*** GIVEN ENTRIES ***
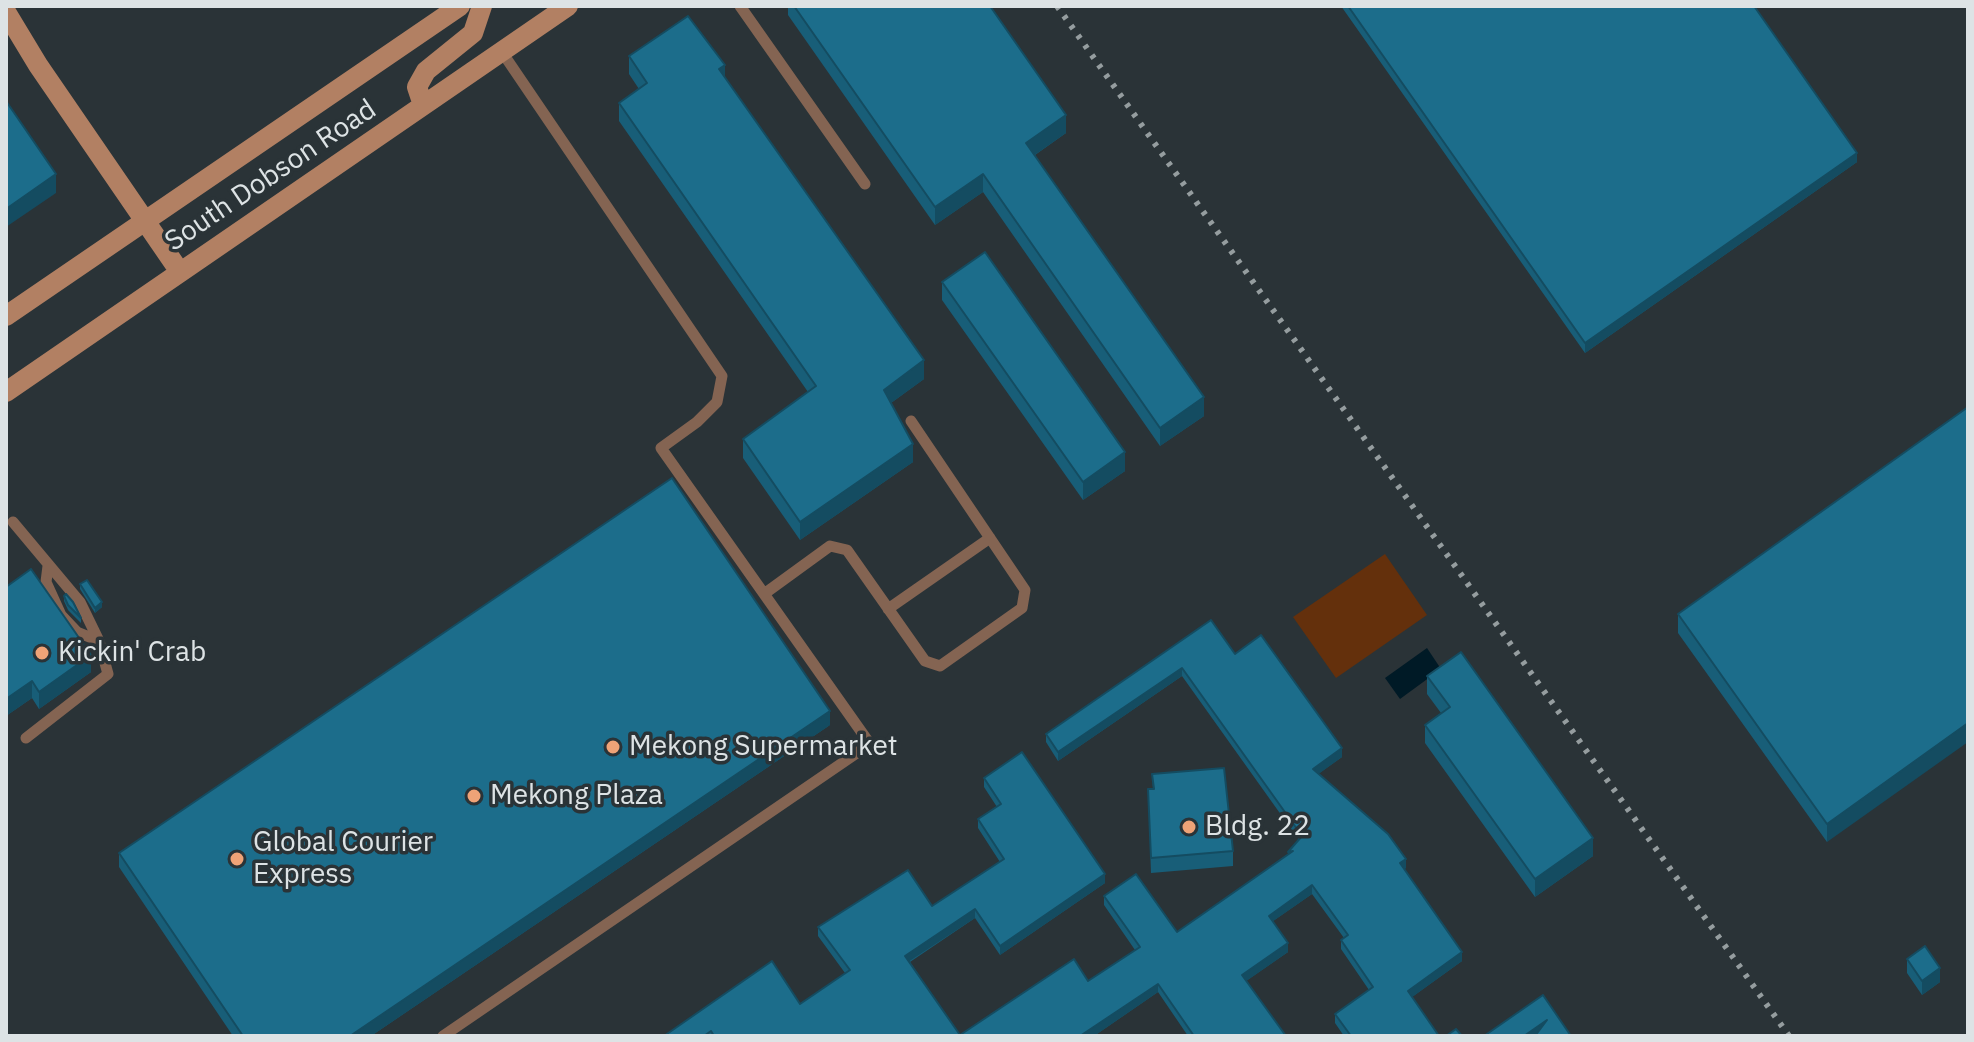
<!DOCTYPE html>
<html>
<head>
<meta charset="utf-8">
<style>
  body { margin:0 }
  #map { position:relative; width:1974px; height:1042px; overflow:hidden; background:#2a3337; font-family:"IBM Plex Sans",sans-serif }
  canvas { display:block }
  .frame { position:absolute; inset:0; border:8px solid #dde3e5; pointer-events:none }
</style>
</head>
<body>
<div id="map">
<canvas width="1974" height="1042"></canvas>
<div class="frame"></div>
</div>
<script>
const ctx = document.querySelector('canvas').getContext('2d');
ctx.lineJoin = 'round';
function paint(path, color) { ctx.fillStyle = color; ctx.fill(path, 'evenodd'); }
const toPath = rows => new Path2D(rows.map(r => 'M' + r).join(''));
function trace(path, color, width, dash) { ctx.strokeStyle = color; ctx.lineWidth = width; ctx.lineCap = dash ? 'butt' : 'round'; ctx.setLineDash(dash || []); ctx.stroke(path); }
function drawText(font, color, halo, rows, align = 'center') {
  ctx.font = font + ' "IBM Plex Sans",sans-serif'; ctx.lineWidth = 7; ctx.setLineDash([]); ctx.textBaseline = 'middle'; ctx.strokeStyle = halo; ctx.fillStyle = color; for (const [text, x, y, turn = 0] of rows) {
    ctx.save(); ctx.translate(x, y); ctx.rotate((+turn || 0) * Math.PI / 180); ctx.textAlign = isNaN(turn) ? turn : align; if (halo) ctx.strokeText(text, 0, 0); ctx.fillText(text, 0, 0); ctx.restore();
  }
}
const green = toPath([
  [1385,554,1427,615,1336,678,1293,617]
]);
const water = toPath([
  [1427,648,1441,669,1400,699,1385,678]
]);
const lane = toPath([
  [740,6,865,184],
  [13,522,80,602,99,641,108,674,26,738],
  [48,566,46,582,61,615,77,632,99,641],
  [764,594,830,546,847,550,925,661,940,666,1022,608,1025,590,911,421],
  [888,609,990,538],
  [443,1036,870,744,661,448,697,422,717,402,722,376,502,52]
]);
const secondary = toPath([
  [6,12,38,65,180,272],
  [423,105,417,87,426,71,473,33,482,6],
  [6,316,460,6],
  [6,392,568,6]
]);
const rail = toPath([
  [1057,6,1789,1036]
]);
const wall = toPath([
  [788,6,990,6,1066,133,1035,155,1204,416,1160,446,983,192,935,225,788,15],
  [1341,6,1754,6,1857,162,1585,353],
  [629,56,725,78,924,379,891,403,913,462,800,540,743,458,743,439,808,392,619,121,619,103,639,89,629,74],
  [942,282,1125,471,1083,500,942,300],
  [1968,407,1827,842,1678,633,1678,614],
  [80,584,102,607,95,613,80,589],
  [6,587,91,672,39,709,32,698,6,716],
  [64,596,81,618,81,623,68,610,64,601],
  [1211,620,1235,654,1342,757,1318,774,1406,868,1404,869,1462,961,1412,997,1439,1036,1344,1036,1335,1023,1335,1014,1369,990,1341,949,1341,940,1344,938,1312,894,1273,921,1288,952,1246,981,1286,1036,1188,1036,1158,992,1094,1036,664,1036,800,1004,845,973,818,936,818,927,932,906,1000,862,978,828,978,819,997,807,984,787,984,778,1105,883,1000,955,975,918,910,962,960,1035,1088,981,1135,950,1104,905,1104,896,1177,932,1288,854,1288,852,1299,840,1182,676,1058,761,1046,742,1046,734],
  [1427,676,1593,856,1535,897,1425,743,1425,725,1441,713,1427,694],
  [830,725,371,1036,233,1036,119,867,119,853],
  [1152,774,1233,851,1233,866,1151,873,1148,789,1153,789],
  [1907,959,1940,982,1922,995,1907,973]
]);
const shadedWall = toPath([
  [725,65,725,83,719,69],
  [1066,115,1066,133,1026,161,1026,143],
  [1857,153,1857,162,1585,353,1585,343],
  [56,174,56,193,6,227,6,209],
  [983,174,983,192,935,225,935,207],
  [924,360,924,379,884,408,884,390],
  [1204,397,1204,416,1160,446,1160,428],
  [913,444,913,462,800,540,800,522],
  [1125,452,1125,471,1083,500,1083,482],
  [102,602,102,607,95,613,95,608],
  [91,655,91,672,39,709,39,692],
  [1182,668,1182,676,1058,761,1058,752],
  [32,681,32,698,6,716,6,699],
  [830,711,830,725,371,1036,350,1036],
  [1968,723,1968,742,1827,842,1827,824],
  [1342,748,1342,757,1313,778,1313,769],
  [1593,838,1593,856,1535,897,1535,879],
  [1406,859,1406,868,1400,872,1400,863],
  [1105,874,1105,883,1000,955,1000,946],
  [1312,885,1312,894,1269,924,1269,916],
  [975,909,975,918,905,964,905,956],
  [1288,943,1288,952,1242,984,1242,975],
  [1462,952,1462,961,1408,1000,1408,991],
  [1940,968,1940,982,1922,995,1922,981],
  [1158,984,1158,992,1094,1036,1080,1036],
  [1547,1020,1536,1036,1524,1036]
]);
const building = toPath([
  [794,6,990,6,1066,115,1026,143,1204,397,1160,428,983,174,935,207,794,6],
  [1348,6,1754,6,1857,153,1585,343,1348,6],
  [688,16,725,65,719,69,924,360,884,390,913,444,800,522,743,439,816,386,619,103,647,83,629,56,688,16],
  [6,101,56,174,6,209,6,101],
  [985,252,1125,452,1083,482,942,282,985,252],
  [1968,407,1968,723,1827,824,1678,614,1968,407],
  [672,478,830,711,350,1036,243,1036,119,853,672,478],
  [31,569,91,655,39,692,32,681,6,699,6,587,31,569],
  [87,580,102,602,95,608,80,584,87,580],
  [66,594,73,602,81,618,68,605,64,596,66,594],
  [1211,620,1235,654,1261,635,1342,748,1313,769,1388,834,1406,859,1400,863,1462,952,1408,991,1439,1036,1351,1036,1335,1014,1373,987,1341,940,1348,935,1312,885,1269,916,1288,943,1242,975,1286,1036,1194,1036,1158,984,1080,1036,714,1036,711,1031,704,1036,664,1036,772,961,800,1004,850,970,818,927,908,870,932,906,1004,859,978,819,1001,804,984,778,1022,752,1105,874,1000,946,975,909,905,956,960,1035,1074,959,1088,981,1140,947,1104,896,1136,874,1177,932,1293,851,1288,852,1302,836,1182,668,1058,752,1046,734,1211,620],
  [1461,652,1593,838,1535,879,1425,725,1450,707,1427,676,1461,652],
  [1224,768,1233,851,1151,858,1148,789,1154,789,1152,774,1224,768],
  [1925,946,1940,968,1922,981,1907,959,1925,946],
  [1543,995,1571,1036,1535,1036,1547,1020,1524,1036,1484,1036,1543,995],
  [1456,1029,1462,1036,1446,1036,1456,1029]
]);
const markers = [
  [42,653,8,"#efa377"],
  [613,747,8,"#efa377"],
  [474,796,8,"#efa377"],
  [1189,827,8,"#efa377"],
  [237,859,8,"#efa377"]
];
const streetNames = [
  ["South Dobson Road",271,176,-34]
];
const poiNames = [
  ["Kickin' Crab",58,653],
  ["Mekong Supermarket",629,747],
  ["Mekong Plaza",490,796],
  ["Bldg. 22",1205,827],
  ["Global Courier",253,843],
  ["Express",253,875]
];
paint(green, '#64300c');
paint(water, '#001a26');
trace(lane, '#846452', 11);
trace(secondary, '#b28063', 20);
trace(rail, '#959d9f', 6, [4, 8]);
paint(wall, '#185e78');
paint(shadedWall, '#144c61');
paint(building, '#1c6d8b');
trace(building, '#144c61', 2);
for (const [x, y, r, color] of markers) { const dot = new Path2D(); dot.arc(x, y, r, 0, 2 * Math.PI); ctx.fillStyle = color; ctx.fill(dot); trace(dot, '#2a3337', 3); }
drawText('28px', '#dde3e5', '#2a3337', streetNames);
drawText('28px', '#dde3e5', '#2a3337', poiNames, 'left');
</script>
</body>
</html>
***
TASK REQUIREMENTS:
Show each line of the records above containing "function".

RESULT OF THE TASK:
function paint(path, color) { ctx.fillStyle = color; ctx.fill(path, 'evenodd'); }
function trace(path, color, width, dash) { ctx.strokeStyle = color; ctx.lineWidth = width; ctx.lineCap = dash ? 'butt' : 'round'; ctx.setLineDash(dash || []); ctx.stroke(path); }
function drawText(font, color, halo, rows, align = 'center') {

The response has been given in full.